Our Ninth Amended and Restated Certificate of Incorporation provides that, subject to limited exceptions, the state and federal courts located in the State of Delaware will be the sole and exclusive forum for (1) any derivative action or proceeding brought on our behalf, (2) any action asserting a claim of breach of a fiduciary duty owed by any of our directors, officers or other employees to us or our stockholders, (3) any action asserting a claim against us arising pursuant to any provision of the Delaware General Corporation Law, our Ninth Amended and Restated Certificate of Incorporation or our Amended and Restated By-Laws, or (4) any other action asserting a claim against us that is governed by the internal affairs doctrine. Any person or entity purchasing or otherwise acquiring any interest in shares of our capital stock shall be deemed to have notice of and to have consented to the provisions of our Ninth Amended and Restated Certificate of Incorporation described above. This choice of forum provision may limit a stockholder’s ability to bring a claim in a judicial forum that it finds favorable for disputes with us or our directors, officers or other employees, which may discourage such lawsuits against us and our directors, officers and employees. Alternatively, if a court were to find these provisions of our Ninth Amended and Restated Certificate of Incorporation inapplicable to, or unenforceable with respect to, one or more of the specified types of actions or proceedings, we may incur additional costs associated with resolving such matters in other jurisdictions, which could adversely affect our business and financial condition.

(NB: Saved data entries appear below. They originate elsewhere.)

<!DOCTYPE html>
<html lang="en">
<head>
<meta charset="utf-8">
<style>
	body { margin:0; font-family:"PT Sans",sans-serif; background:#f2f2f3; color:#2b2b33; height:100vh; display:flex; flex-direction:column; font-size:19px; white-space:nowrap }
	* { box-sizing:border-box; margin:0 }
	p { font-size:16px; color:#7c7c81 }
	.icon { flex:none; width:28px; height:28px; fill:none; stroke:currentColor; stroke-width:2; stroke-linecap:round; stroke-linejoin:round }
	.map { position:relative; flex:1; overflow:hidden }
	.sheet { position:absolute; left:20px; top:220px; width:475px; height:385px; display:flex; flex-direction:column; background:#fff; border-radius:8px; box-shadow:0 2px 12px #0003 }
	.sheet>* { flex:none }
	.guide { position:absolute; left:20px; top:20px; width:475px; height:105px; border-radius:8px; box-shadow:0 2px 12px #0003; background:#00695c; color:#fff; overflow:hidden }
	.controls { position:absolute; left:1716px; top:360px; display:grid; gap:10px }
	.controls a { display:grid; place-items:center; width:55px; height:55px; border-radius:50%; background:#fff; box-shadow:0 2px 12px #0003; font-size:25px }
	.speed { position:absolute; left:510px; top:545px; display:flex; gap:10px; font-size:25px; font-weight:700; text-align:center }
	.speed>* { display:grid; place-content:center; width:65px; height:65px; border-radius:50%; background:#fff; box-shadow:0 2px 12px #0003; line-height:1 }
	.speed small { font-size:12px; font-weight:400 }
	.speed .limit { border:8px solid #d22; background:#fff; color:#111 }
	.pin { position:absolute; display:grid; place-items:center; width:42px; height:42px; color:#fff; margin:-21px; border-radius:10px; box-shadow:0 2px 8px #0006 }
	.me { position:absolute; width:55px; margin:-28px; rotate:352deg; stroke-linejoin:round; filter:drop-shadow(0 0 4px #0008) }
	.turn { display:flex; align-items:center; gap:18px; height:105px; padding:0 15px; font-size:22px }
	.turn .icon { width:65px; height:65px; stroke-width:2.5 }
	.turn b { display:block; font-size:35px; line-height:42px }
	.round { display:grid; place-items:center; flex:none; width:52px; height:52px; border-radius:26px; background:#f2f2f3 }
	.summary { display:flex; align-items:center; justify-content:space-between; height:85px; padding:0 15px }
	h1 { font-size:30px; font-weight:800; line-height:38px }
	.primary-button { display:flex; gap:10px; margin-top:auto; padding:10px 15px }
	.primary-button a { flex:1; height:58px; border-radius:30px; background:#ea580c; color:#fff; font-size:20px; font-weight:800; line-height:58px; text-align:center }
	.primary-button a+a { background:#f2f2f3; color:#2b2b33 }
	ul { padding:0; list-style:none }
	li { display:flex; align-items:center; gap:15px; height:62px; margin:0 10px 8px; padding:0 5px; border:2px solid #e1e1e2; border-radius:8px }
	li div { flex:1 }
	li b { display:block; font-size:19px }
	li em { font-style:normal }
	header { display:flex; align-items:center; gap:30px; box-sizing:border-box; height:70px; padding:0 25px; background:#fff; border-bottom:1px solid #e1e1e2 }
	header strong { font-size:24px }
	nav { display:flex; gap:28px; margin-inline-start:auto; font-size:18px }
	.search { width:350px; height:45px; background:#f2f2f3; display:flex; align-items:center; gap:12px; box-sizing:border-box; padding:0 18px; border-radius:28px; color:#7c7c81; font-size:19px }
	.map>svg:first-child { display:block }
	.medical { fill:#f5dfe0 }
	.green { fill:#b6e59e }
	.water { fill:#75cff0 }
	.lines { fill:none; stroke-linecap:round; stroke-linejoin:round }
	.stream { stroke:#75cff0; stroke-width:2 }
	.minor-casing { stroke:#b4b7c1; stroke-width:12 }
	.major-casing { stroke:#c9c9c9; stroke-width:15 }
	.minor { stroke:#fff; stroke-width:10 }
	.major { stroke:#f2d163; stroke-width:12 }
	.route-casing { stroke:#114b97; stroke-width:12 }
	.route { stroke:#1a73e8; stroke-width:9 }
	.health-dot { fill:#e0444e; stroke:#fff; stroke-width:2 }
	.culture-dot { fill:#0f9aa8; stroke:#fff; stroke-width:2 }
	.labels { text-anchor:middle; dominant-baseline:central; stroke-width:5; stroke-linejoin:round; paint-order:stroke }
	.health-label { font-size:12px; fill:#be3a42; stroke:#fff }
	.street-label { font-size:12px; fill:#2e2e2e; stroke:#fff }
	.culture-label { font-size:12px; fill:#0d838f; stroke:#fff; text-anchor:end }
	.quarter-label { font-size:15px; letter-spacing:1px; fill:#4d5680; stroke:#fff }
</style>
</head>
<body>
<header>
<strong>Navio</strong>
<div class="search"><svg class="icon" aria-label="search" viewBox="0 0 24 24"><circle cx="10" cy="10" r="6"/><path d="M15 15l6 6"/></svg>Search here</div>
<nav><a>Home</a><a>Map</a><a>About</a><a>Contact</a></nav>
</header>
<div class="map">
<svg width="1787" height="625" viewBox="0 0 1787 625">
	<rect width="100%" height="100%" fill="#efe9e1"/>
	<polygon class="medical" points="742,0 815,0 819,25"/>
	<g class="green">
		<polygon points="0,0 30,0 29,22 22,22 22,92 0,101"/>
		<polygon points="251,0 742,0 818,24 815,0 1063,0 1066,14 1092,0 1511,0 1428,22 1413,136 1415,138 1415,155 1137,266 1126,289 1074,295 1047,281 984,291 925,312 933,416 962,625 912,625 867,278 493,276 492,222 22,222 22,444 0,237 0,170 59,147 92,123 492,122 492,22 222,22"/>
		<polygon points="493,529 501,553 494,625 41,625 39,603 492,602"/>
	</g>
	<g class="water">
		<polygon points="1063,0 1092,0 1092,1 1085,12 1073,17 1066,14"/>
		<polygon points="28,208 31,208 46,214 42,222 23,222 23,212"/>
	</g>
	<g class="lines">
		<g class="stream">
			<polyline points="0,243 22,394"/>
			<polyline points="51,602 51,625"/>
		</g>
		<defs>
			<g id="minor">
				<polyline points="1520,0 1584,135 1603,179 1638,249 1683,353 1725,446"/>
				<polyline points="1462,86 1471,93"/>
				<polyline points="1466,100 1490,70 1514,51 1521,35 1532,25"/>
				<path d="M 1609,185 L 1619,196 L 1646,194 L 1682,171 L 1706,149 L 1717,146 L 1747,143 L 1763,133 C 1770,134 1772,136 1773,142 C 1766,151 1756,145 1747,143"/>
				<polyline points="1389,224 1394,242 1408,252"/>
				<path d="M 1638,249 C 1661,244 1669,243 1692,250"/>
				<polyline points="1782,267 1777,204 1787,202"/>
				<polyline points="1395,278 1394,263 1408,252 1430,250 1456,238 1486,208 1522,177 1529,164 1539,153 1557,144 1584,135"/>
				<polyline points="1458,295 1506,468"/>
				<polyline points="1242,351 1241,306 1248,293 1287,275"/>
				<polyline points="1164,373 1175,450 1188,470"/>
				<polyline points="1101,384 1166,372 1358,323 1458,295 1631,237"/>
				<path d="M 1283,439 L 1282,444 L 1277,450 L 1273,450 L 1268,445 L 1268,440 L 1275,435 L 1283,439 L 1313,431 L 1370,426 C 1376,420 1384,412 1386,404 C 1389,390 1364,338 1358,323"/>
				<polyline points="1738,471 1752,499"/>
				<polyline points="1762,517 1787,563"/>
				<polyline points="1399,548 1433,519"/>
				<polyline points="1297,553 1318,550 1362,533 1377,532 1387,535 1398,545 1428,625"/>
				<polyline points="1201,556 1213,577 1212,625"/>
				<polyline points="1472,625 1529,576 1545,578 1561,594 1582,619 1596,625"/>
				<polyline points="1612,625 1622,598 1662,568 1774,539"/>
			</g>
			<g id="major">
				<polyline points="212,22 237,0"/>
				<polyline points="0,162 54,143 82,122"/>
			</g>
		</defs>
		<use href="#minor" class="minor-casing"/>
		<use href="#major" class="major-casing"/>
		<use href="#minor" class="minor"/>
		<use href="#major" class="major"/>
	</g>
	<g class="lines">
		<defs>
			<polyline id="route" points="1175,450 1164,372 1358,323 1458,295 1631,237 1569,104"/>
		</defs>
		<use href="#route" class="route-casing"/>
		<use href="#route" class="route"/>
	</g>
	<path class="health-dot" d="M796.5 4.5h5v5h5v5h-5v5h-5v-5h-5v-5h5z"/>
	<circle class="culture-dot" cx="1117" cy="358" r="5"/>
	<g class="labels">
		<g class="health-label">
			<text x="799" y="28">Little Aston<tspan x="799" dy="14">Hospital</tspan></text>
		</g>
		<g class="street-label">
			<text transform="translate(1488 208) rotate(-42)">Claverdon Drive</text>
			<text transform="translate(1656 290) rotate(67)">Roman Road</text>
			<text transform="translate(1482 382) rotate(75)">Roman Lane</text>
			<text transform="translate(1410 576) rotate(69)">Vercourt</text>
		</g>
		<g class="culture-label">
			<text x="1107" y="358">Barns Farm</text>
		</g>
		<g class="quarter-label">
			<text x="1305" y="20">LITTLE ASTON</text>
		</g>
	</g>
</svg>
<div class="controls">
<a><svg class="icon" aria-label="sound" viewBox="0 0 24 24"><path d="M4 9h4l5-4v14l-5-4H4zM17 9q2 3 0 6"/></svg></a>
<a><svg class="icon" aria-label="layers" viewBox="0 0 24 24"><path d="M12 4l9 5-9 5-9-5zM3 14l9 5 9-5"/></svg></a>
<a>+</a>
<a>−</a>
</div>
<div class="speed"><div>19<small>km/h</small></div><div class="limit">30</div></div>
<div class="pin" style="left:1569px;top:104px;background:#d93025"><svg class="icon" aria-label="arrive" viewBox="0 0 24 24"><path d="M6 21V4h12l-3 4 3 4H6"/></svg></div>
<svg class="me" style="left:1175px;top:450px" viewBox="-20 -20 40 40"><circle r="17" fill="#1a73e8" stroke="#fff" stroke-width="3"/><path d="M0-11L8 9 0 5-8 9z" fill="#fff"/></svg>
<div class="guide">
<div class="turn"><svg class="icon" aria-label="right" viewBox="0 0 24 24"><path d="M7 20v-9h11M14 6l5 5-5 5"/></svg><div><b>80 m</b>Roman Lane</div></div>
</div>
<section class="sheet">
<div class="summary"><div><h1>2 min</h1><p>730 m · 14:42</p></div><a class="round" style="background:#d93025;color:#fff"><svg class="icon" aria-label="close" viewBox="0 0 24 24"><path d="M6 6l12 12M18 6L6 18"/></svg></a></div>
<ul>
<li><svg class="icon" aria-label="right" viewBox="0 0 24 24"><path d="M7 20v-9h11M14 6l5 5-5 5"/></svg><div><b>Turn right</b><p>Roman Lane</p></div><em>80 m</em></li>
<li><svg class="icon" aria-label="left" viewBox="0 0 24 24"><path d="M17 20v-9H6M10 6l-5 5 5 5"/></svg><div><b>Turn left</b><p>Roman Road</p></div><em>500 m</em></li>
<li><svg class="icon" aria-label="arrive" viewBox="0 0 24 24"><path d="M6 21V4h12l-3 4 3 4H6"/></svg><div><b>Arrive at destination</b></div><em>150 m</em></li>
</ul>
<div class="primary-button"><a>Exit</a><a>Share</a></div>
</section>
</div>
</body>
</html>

We are currently subject to securities class action litigation in connection with the Merger, which could result in substantial costs and divert management's attention, and we could be subject to additional securities class action and derivative lawsuits.

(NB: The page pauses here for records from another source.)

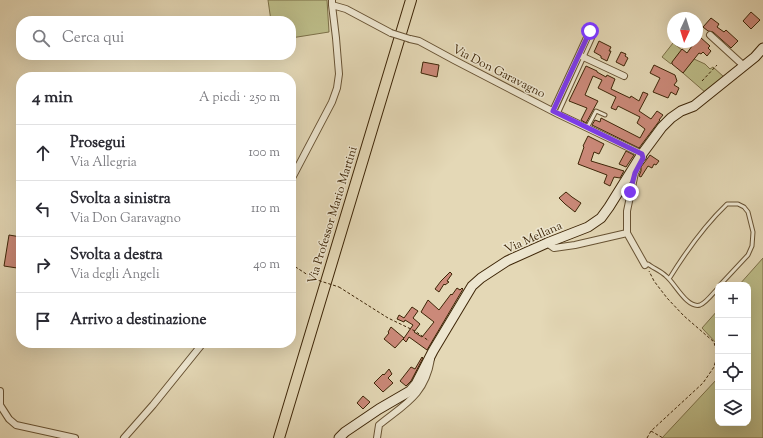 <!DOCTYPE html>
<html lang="it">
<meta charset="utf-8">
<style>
:root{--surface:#fff;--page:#f7f7f7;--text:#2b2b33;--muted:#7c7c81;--line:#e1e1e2}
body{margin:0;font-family:"Sorts Mill Goudy",serif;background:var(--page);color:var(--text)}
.controls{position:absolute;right:12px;bottom:12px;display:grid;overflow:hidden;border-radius:8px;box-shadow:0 4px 16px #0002}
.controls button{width:36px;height:36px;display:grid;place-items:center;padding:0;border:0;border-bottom:1px solid var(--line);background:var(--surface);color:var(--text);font:20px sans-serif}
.compass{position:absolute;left:667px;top:12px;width:36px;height:36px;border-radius:50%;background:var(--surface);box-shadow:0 4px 16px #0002;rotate:184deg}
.stop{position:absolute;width:12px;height:12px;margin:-9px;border:3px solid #7c3aed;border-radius:50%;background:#fff}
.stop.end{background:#7c3aed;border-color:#fff;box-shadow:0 1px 4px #0008}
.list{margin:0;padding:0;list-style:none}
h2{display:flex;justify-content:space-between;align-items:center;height:52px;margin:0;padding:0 16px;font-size:17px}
h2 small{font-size:13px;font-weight:400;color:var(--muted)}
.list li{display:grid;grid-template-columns:26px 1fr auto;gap:12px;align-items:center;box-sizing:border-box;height:56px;padding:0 16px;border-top:1px solid var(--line)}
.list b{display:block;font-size:15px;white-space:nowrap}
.list p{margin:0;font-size:13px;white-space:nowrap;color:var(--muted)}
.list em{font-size:13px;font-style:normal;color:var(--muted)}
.icon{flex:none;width:22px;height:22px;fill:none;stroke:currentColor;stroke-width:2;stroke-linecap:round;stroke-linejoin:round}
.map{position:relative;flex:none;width:763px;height:438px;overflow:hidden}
.search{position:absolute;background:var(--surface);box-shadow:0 4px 16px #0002;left:16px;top:16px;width:280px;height:44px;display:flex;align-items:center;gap:10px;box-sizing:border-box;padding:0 14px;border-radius:16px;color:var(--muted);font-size:15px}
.panel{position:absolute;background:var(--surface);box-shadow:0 4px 16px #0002;left:16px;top:72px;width:280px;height:276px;border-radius:16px}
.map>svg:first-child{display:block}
.green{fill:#bcbc88;stroke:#7c7048}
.building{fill:#cb8979;stroke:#3d2507}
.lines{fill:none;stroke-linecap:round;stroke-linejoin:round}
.lane-casing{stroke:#675233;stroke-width:5}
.street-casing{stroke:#675233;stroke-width:8}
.secondary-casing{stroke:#3d2507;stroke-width:11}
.primary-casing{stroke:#3d2507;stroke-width:12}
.path{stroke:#3d2507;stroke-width:1;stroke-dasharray:3 2;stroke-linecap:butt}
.lane{stroke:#ede6d0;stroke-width:3}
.street{stroke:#ede6d0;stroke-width:6}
.secondary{stroke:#ede6d0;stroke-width:9}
.primary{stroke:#e4d8b6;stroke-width:10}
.street-bridge-casing{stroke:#675233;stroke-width:8;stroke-linecap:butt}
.path-bridge{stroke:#3d2507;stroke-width:1;stroke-dasharray:3 2;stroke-linecap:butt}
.street-bridge{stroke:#ede6d0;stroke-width:6}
.route{stroke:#7c3aed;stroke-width:5}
.labels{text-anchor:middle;stroke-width:3;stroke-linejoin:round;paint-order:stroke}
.street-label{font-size:12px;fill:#3d2507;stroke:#ede6d0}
</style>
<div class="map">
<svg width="763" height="438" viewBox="0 0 763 438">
<rect width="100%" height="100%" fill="#e4d8b6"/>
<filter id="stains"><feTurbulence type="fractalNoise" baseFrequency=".005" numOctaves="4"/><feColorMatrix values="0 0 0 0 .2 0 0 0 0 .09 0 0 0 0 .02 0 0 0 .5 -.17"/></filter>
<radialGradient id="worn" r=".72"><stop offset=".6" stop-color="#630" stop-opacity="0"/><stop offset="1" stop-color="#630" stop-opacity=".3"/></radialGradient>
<path class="green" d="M268 0H327L329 32 291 38V21H271Z
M673 43 682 50 671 64 662 57Z
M694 59 705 64 710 69 713 67 724 77 706 93 683 73Z
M763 258V438H662L717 379 718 375V423H748V285H739Z
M718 310V345L702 328Z"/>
<path class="building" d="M751 12 760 20 751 29 743 21Z
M711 18 719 24 717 27 724 32 726 30 738 41 731 48 713 32 708 31 703 27Z
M700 37 710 46 708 48 711 51 707 56 703 52 701 54 699 53 683 73 672 64V62L682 49 687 53 695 42H697Z
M599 41 611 47 609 51H611L607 61 601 58V56L594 52Z
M621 52 626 54 625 56 628 58 624 66 616 62Z
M423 62 439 65 437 77 421 73Z
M654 65 675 75 677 81 674 85 679 88 676 95 671 92 668 98 653 92 660 78 650 73Z
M586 66 597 71V72L606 77 607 75 615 79 611 89 630 98 631 96 639 101 643 92 648 94 639 111 651 119 657 111 663 115 659 120H660L639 148 592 125 595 120 600 122 601 118 640 138 645 129 637 123 640 117 618 106 616 110 611 108 616 97 598 88 602 80 593 76 585 95 598 101 586 123 581 120 587 108 569 101Z
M588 136 604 144 599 154 594 152 591 161 624 171 620 178 614 177 610 186 604 183 607 175 578 164 584 147 583 146Z
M626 151 634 155 626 167 619 164Z
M650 155 659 161 656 165 654 164 652 168 648 166 641 177 639 176 641 171V167Z
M566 192 572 197 581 203 575 212 565 204 559 198Z
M9 235 21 237V247H20L17 268 4 266Z
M450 272 452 274 447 281 449 282 445 285 444 284 439 292 435 289 441 281Z
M457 288 460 290 462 288 463 289 427 350 409 337 406 342 403 339 404 338 395 348 384 339 389 333 388 332 391 327 404 338 413 325 405 320 404 322 397 319 399 315 404 318 412 307 418 311 413 318 420 324 414 332 422 337 434 322 421 312 428 300 439 310 451 294 452 295Z
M422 357 423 358 411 381 406 386 400 381 411 367 415 369Z
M389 369 392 374 388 378 393 383 383 392 374 383 383 374 384 375Z
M363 396 370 402 363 409 357 403Z"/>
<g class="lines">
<defs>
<path id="lane" d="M558 114 594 35
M587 128 596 111 605 115
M645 265 648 264C653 268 661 271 666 276 675 283 687 309 700 305 706 303 714 292 718 288
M669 279C685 253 705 225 727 204H738L744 207 748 212 753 232 752 246 748 255 720 285"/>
<path id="street" d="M332 0V5L346 9 391 33
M710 35 744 66
M410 39 419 41 454 60 558 114 642 154 643 157
M579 55 590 31
M553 111 579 55 624 76
M637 169 635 173 627 211V233L645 265
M291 180 332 102 337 88 339 74 336 38 332 5
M547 243 554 248 575 245 627 233
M0 391V405L9 419 16 425 75 438
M124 438 153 405 203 343
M377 438 379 425C405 404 425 395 431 359"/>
<path id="secondary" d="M339 438 345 432 379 409 410 391 416 384 433 351 472 286 481 278 507 261 547 243 588 227 601 218 609 207 642 154 662 127 671 118 681 111 694 106 755 57 763 48"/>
<path id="primary" d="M279 438 411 0"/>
</defs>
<use href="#lane" class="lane-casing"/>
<use href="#street" class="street-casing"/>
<use href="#secondary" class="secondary-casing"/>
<use href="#primary" class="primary-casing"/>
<path class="path" d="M702 81 717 65
M291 264 314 279
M339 287 388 318 415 331 429 341
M651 431 663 438
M647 438 651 431 703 383 714 367 717 355 714 342 684 316 667 298 654 281 649 271"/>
<use href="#lane" class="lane"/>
<use href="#street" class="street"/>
<use href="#secondary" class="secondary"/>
<use href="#primary" class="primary"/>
<defs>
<path id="street-bridge" d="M391 33 410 39"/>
</defs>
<use href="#street-bridge" class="street-bridge-casing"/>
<path class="path-bridge" d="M314 279 339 287"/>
<use href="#street-bridge" class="street-bridge"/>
</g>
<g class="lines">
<path class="route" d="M590 31 553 111 642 154 643 158 635 173 630 192"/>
</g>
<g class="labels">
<g class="street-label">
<text transform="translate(499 71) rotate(27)" y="4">Via Don Garavagno</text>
<text transform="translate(332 215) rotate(-73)" y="4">Via Professor Mario Martini</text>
<text transform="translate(533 237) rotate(-24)" y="4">Via Mellana</text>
</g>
</g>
<rect width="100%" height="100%" filter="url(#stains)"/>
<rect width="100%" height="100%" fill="url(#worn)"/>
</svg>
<div class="controls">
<button>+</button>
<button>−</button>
<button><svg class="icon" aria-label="locate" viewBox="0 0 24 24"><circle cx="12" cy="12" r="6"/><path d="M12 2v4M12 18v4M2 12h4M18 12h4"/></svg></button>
<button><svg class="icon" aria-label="layers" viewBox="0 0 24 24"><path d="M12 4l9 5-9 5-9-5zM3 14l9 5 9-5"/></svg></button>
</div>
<svg class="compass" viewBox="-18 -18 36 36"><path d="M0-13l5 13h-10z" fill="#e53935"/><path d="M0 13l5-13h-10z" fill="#7c7c81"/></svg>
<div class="stop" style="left:590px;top:31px"></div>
<div class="stop end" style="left:630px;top:192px"></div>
<div class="search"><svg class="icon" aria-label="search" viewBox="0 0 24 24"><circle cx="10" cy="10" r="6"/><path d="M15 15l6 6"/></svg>Cerca qui</div>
<section class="panel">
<h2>4 min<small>A piedi · 250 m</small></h2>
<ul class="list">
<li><svg class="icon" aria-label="ahead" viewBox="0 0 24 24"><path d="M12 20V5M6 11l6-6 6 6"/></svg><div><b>Prosegui</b><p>Via Allegria</p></div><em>100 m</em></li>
<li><svg class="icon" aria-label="left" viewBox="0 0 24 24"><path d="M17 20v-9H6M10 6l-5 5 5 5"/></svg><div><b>Svolta a sinistra</b><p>Via Don Garavagno</p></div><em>110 m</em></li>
<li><svg class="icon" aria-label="right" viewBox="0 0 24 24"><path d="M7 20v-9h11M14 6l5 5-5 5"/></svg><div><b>Svolta a destra</b><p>Via degli Angeli</p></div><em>40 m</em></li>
<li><svg class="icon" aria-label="arrive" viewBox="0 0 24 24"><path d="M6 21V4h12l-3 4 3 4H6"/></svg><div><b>Arrivo a destinazione</b></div></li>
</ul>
</section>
</div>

A purported securities class action was filed against us alleging violation of federal securities laws in connection with the Merger. We believe such claims are without merit and will engage in a vigorous defense of such litigation. In addition, securities class action and derivative lawsuits have often been brought against companies for any of the risks described in this Quarterly Report on Form 10-Q following a decline in the market price of their securities. In connection with any securities litigation we could incur substantial costs, and such costs and any related settlements or judgments may not be covered by insurance. We could also suffer an adverse impact on our reputation and a diversion of management's attention and resources, which could have a material adverse effect on our business.